Tu parles de mon exemple comme d’un repoussoir. Je dirais plutôt que j’ai volontairement pris une situation qui frappe l’esprit pour qu’on comprenne bien le changement de mentalité qu’implique la démonétisation. Au lieu de gratifier d’une somme d’argent en reconnaissance de l’utilité ou du service rendu, reconnaître directement un « droit au pouvoir d’achat ». C’est un peu abstrait comme formulation, et ce n’est pas vraiment ce que je veux dire, mais je n’ai pas réfléchi à exprimer ça de manière moins mesquine. Pour moi, la seule utilité de l’argent (fiduciaire, je m’oppose aux monnaies ayant une valeur intrinsèque), c’est de sortir de la plus grande limitation du troc, qui est la symétrie de l’offre et de la demande entre les deux acteurs: pour qu’il y ait échange, il faut que Robert ait des oeufs à offrir et ait besoin de clous, et que Marcel ait des clous et ait besoin d’oeufs. C’est très vite extrêmement limitant (bien que ça ne soit pas dérangeant dans une société peu spécialisée, à échelons locaux autonomes). L’argent permet de faire « sauter » l’offre et la demande d’un acteur particulier à n’importe quel autre, et à mon sens c’est réellement son utilité principale.

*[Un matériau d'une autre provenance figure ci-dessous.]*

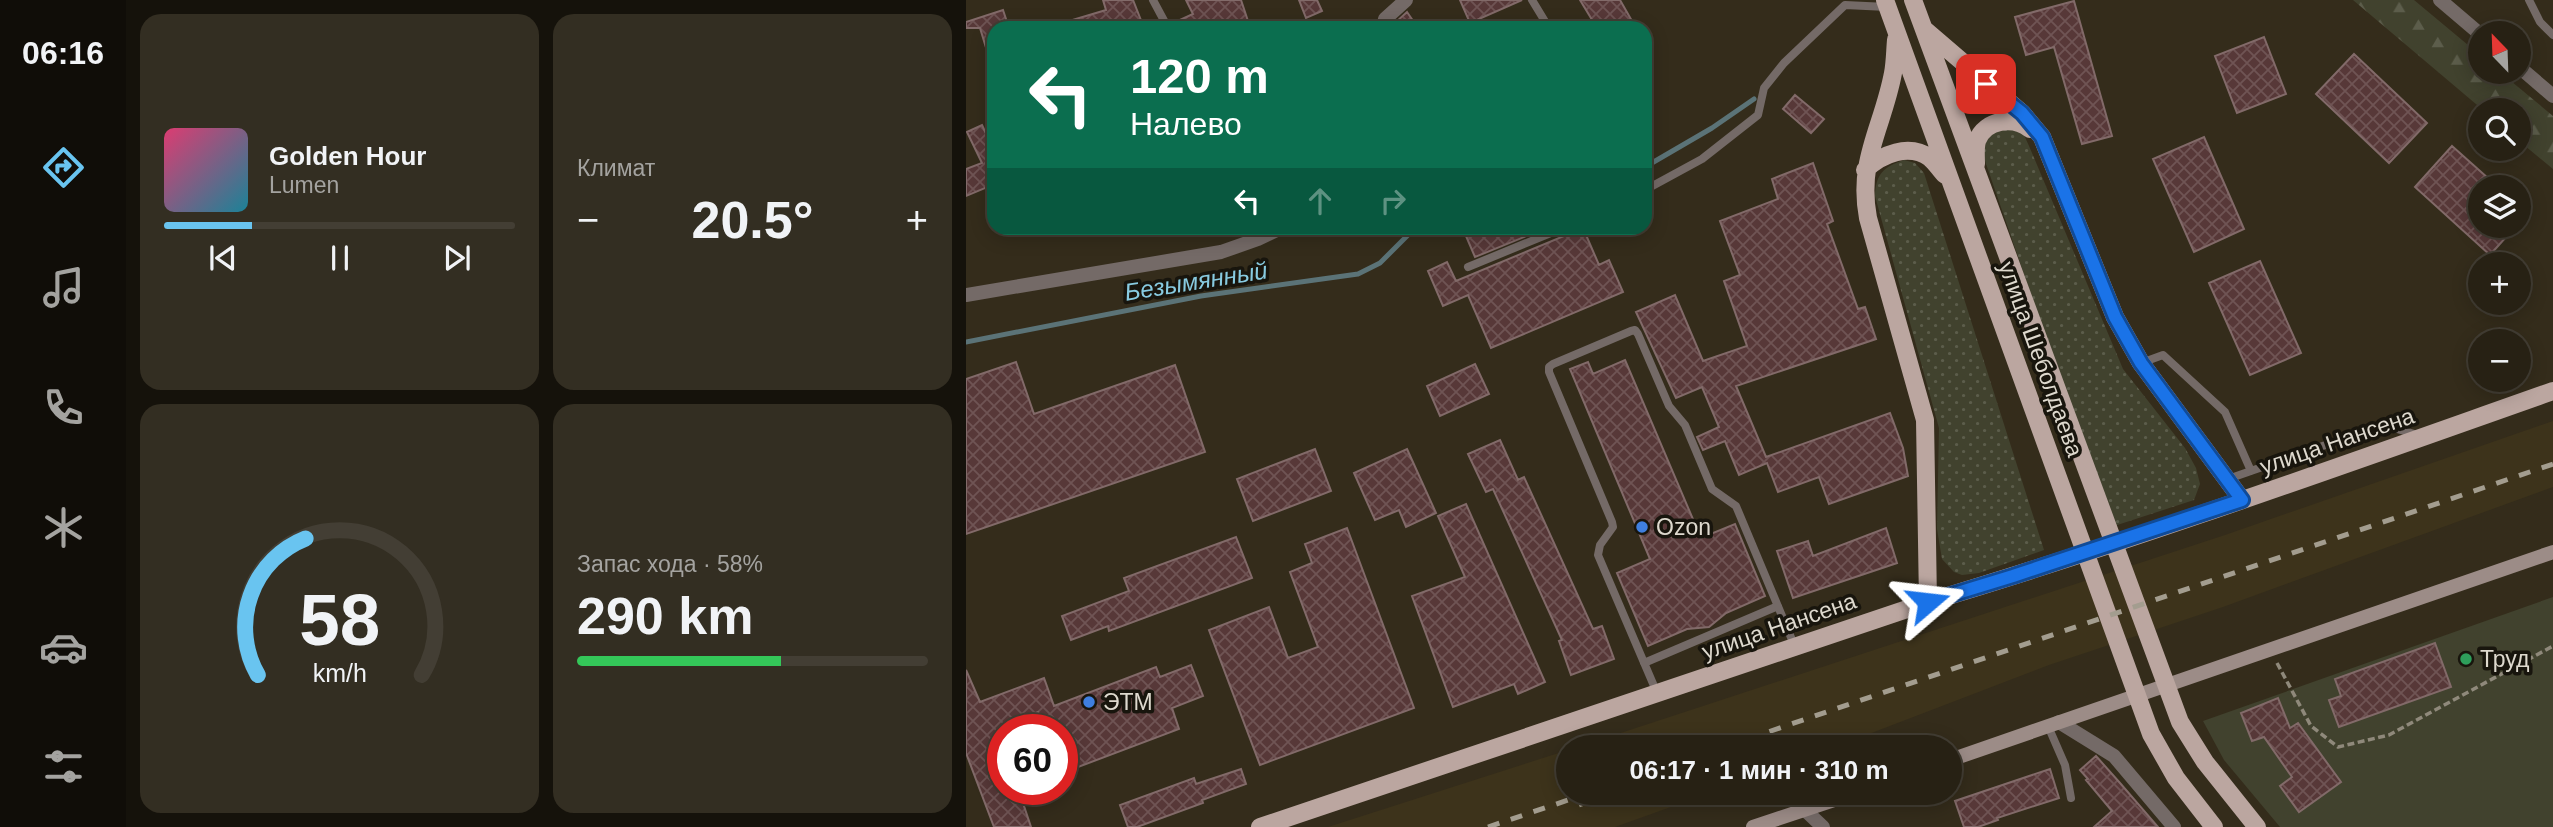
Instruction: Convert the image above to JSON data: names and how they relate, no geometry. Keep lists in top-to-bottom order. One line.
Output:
{"streets":{"main road":["улица Шеболдаева","улица Нансена"]},"water":["Безымянный"],"places":["Ozon","Труд","ЭТМ"],"north":"top left","page":{"tabs":"06:16","tile":["Климат",["Запас хода · 58%","290 km"]],"map_buttons":["+","−"],"turn":["120 m","Налево"],"song":["Golden Hour","Lumen"],"heat":["−","20.5°","+"],"limit":"60","trip":"06:17 · 1 мин · 310 m","gauge":["58","km/h"]}}
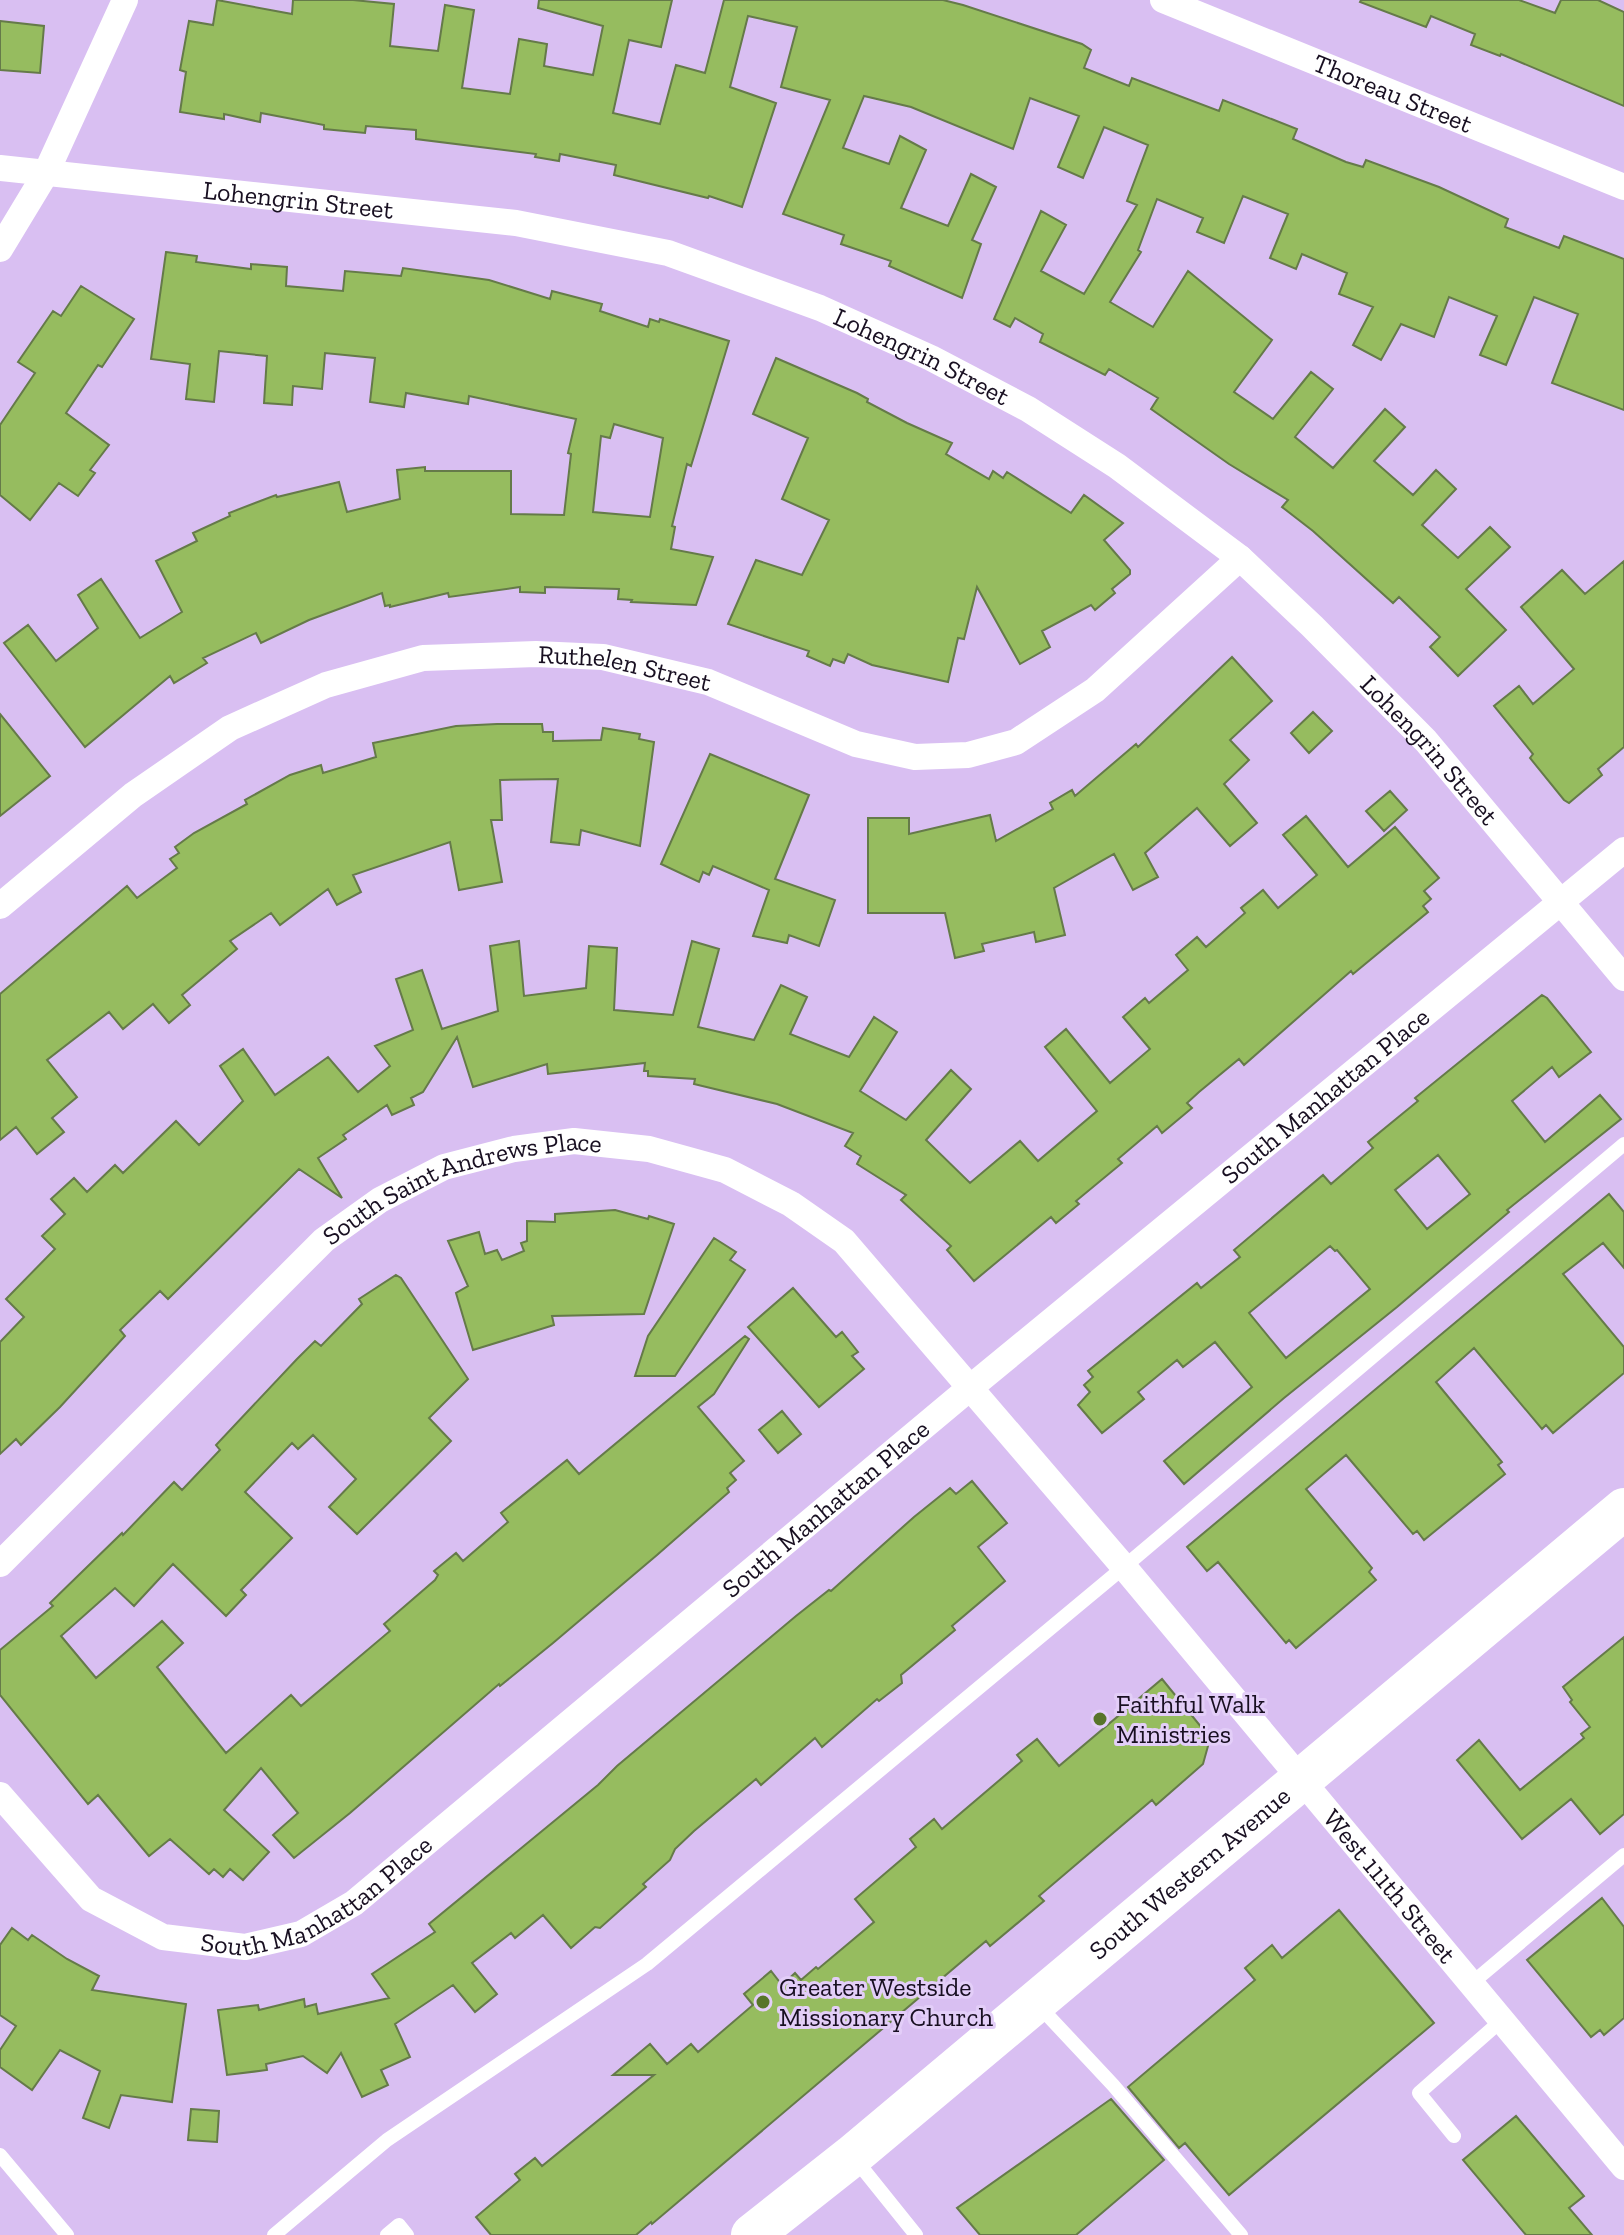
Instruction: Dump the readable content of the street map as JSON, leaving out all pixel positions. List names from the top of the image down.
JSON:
{
  "streets": {
    "main road": ["South Western Avenue"],
    "street": [
      "Thoreau Street",
      "Lohengrin Street",
      "Ruthelen Street",
      "South Manhattan Place",
      "South Saint Andrews Place",
      "West 111th Street"
    ]
  },
  "crossings": [
    ["Lohengrin Street", "Ruthelen Street"],
    ["Lohengrin Street", "South Manhattan Place"],
    ["South Manhattan Place", "South Saint Andrews Place"],
    ["South Manhattan Place", "West 111th Street"],
    ["South Saint Andrews Place", "West 111th Street"],
    ["South Western Avenue", "West 111th Street"]
  ],
  "places": ["Faithful Walk Ministries", "Greater Westside Missionary Church"]
}
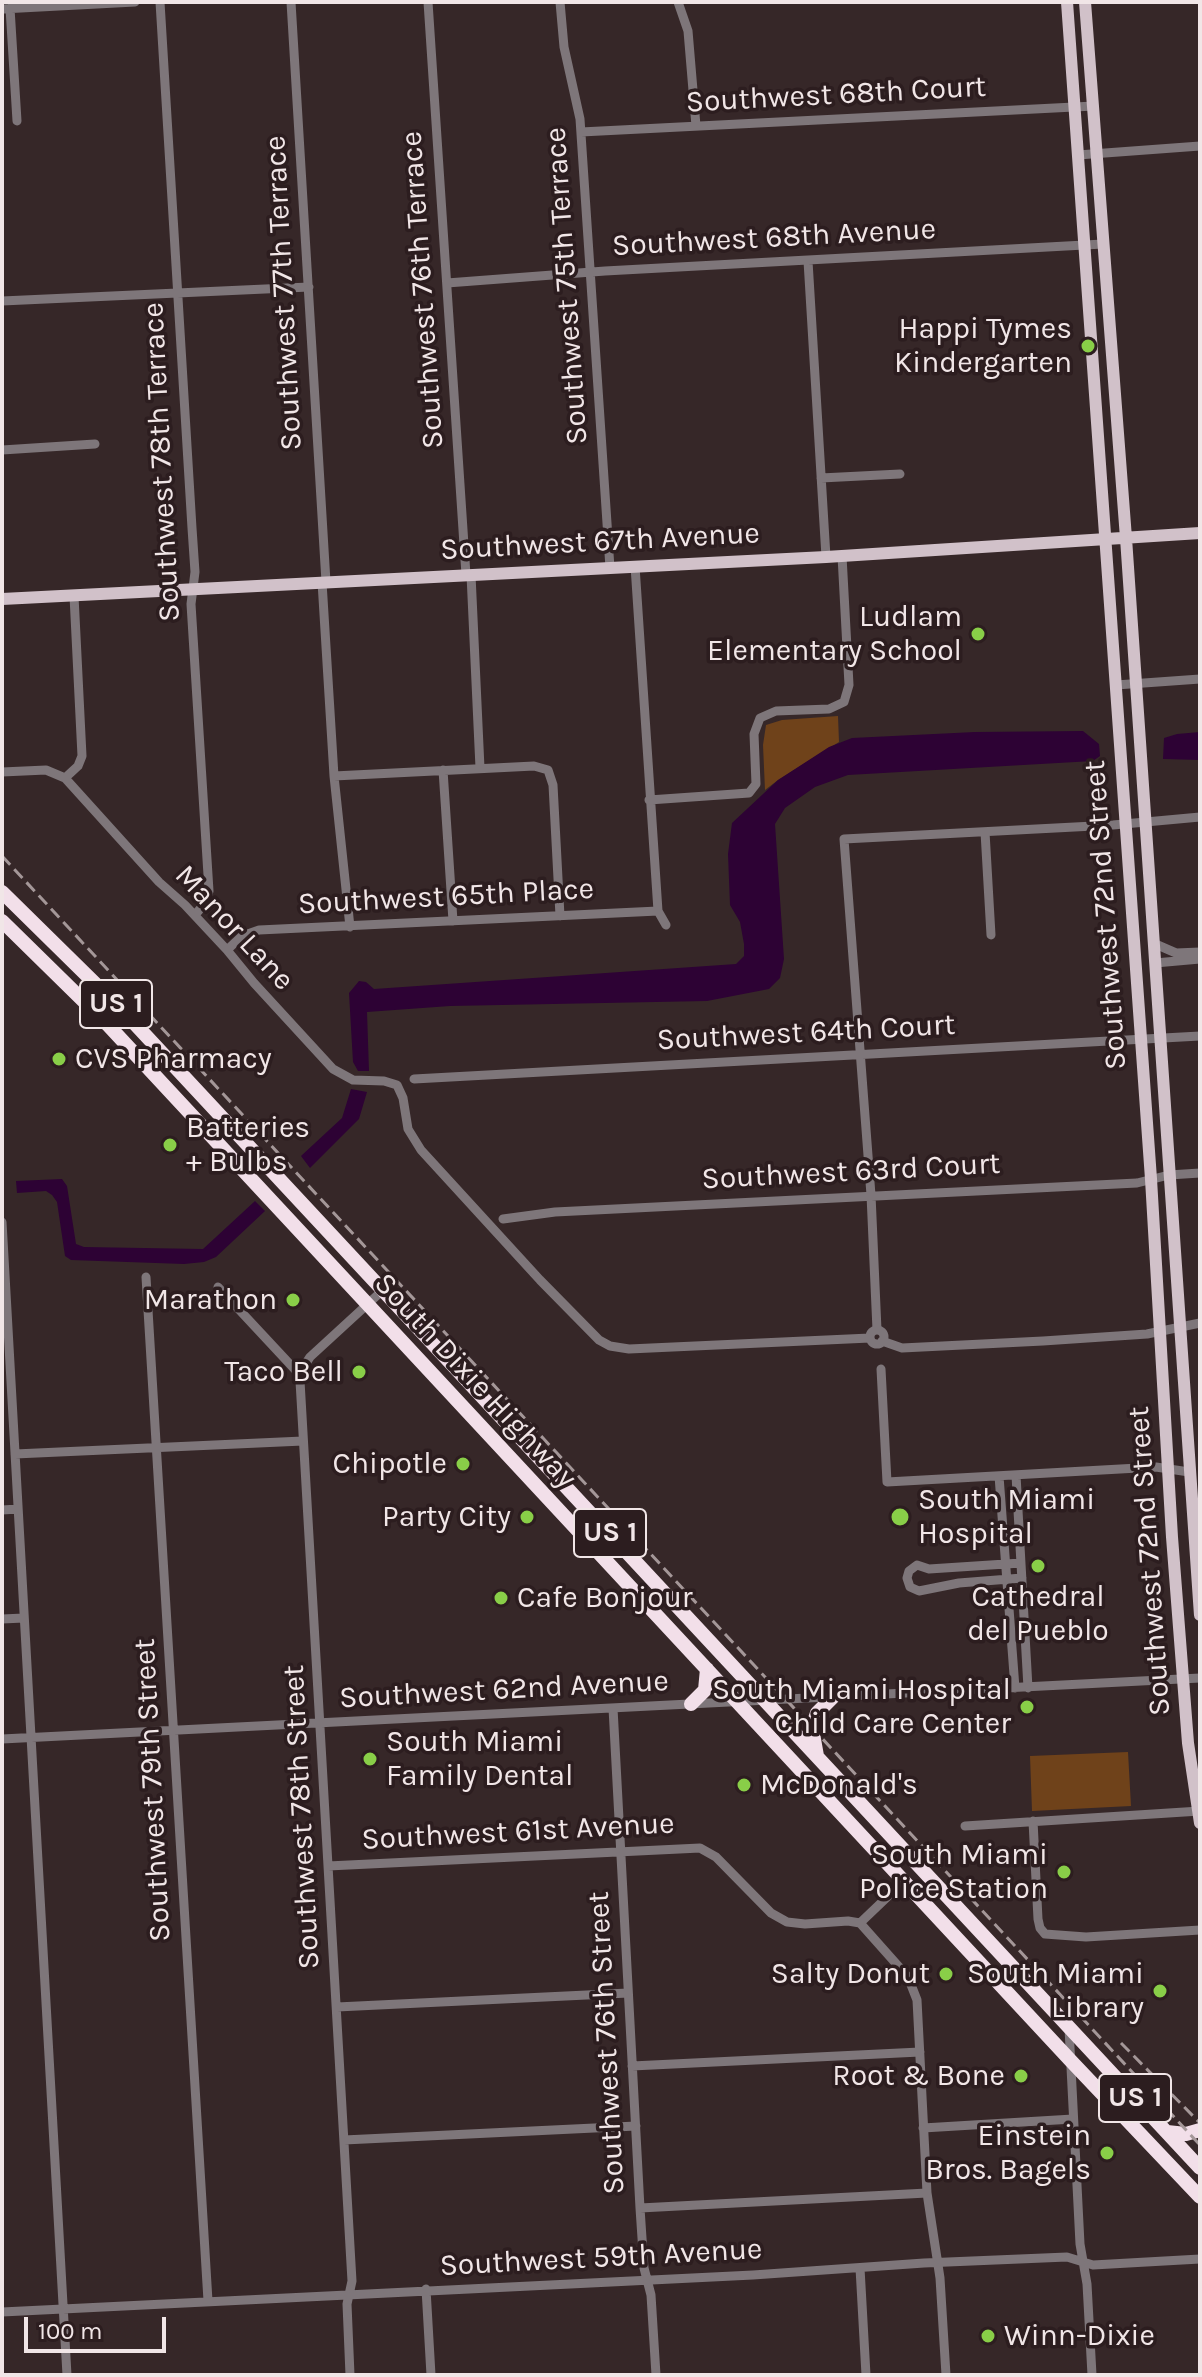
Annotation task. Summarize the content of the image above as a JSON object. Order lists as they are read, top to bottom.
{
  "streets": {
    "highway": ["US 1", "South Dixie Highway"],
    "main road": ["Southwest 67th Avenue", "Southwest 72nd Street"],
    "street": [
      "Southwest 68th Court",
      "Southwest 68th Avenue",
      "Southwest 75th Terrace",
      "Southwest 76th Terrace",
      "Southwest 77th Terrace",
      "Southwest 78th Terrace",
      "Southwest 65th Place",
      "Manor Lane",
      "Southwest 64th Court",
      "Southwest 63rd Court",
      "Southwest 62nd Avenue",
      "Southwest 79th Street",
      "Southwest 78th Street",
      "Southwest 61st Avenue",
      "Southwest 76th Street",
      "Southwest 59th Avenue"
    ]
  },
  "crossings": [
    ["Southwest 68th Court", "Southwest 75th Terrace"],
    ["Southwest 68th Court", "Southwest 72nd Street"],
    ["Southwest 68th Avenue", "Southwest 75th Terrace"],
    ["Southwest 68th Avenue", "Southwest 76th Terrace"],
    ["Southwest 68th Avenue", "Southwest 72nd Street"],
    ["Southwest 75th Terrace", "Southwest 67th Avenue"],
    ["Southwest 76th Terrace", "Southwest 67th Avenue"],
    ["Southwest 77th Terrace", "Southwest 67th Avenue"],
    ["Southwest 77th Terrace", "Southwest 65th Place"],
    ["Southwest 78th Terrace", "Southwest 67th Avenue"],
    ["Southwest 78th Terrace", "Manor Lane"],
    ["Southwest 67th Avenue", "Southwest 72nd Street"],
    ["Southwest 65th Place", "Manor Lane"],
    ["Southwest 72nd Street", "Southwest 64th Court"],
    ["Southwest 72nd Street", "Southwest 63rd Court"],
    ["Southwest 72nd Street", "Southwest 62nd Avenue"],
    ["South Dixie Highway", "Southwest 62nd Avenue"],
    ["Southwest 62nd Avenue", "Southwest 79th Street"],
    ["Southwest 62nd Avenue", "Southwest 78th Street"],
    ["Southwest 62nd Avenue", "Southwest 76th Street"],
    ["Southwest 79th Street", "Southwest 59th Avenue"],
    ["Southwest 78th Street", "Southwest 61st Avenue"],
    ["Southwest 78th Street", "Southwest 59th Avenue"],
    ["Southwest 61st Avenue", "Southwest 76th Street"],
    ["Southwest 76th Street", "Southwest 59th Avenue"]
  ],
  "places": [
    "Happi Tymes Kindergarten",
    "Ludlam Elementary School",
    "CVS Pharmacy",
    "Batteries + Bulbs",
    "Marathon",
    "Taco Bell",
    "Chipotle",
    "Party City",
    "South Miami Hospital",
    "Cathedral del Pueblo",
    "Cafe Bonjour",
    "South Miami Hospital Child Care Center",
    "South Miami Family Dental",
    "McDonald's",
    "South Miami Police Station",
    "Salty Donut",
    "South Miami Library",
    "Root & Bone",
    "Einstein Bros. Bagels",
    "Winn-Dixie"
  ],
  "scale_bar": "100 m"
}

La seconde étant la thésaurisation en prévision des revers de l’existence (le bas-de-laine, quoi) et l’investissement.

Les changements de la société, notamment l’ouverture des communautés villageoises et même urbaines, et l’essor de la spécialisation (en particulier depuis la révolution industrielle), ont petit à petit rendu le « troc de village » impraticable (si Robert n’a pas d’oeufs au moment où il va voir Marcel pour des clous, c’est pas grave: tout le monde se souvient que Robert doit tant d’oeufs à Marcel). La comptabilité objective que permet l’argent, ainsi que sa capacité à rendre le troc « glissant », ont naturellement fait qu’il s’est petit à petit immiscé dans une part toujours plus grande de l’activité humaine, au point qu’aujourd’hui, il est devenu difficile de concevoir que ce qu’on peut s’acheter avec l’argent n’est pas du à l’argent. On a justement perdu de vu que Robert a des poules et propose donc des oeufs, et que Marcel a une cloutière et sait l’utiliser, ce qui lui permet de proposer des clous.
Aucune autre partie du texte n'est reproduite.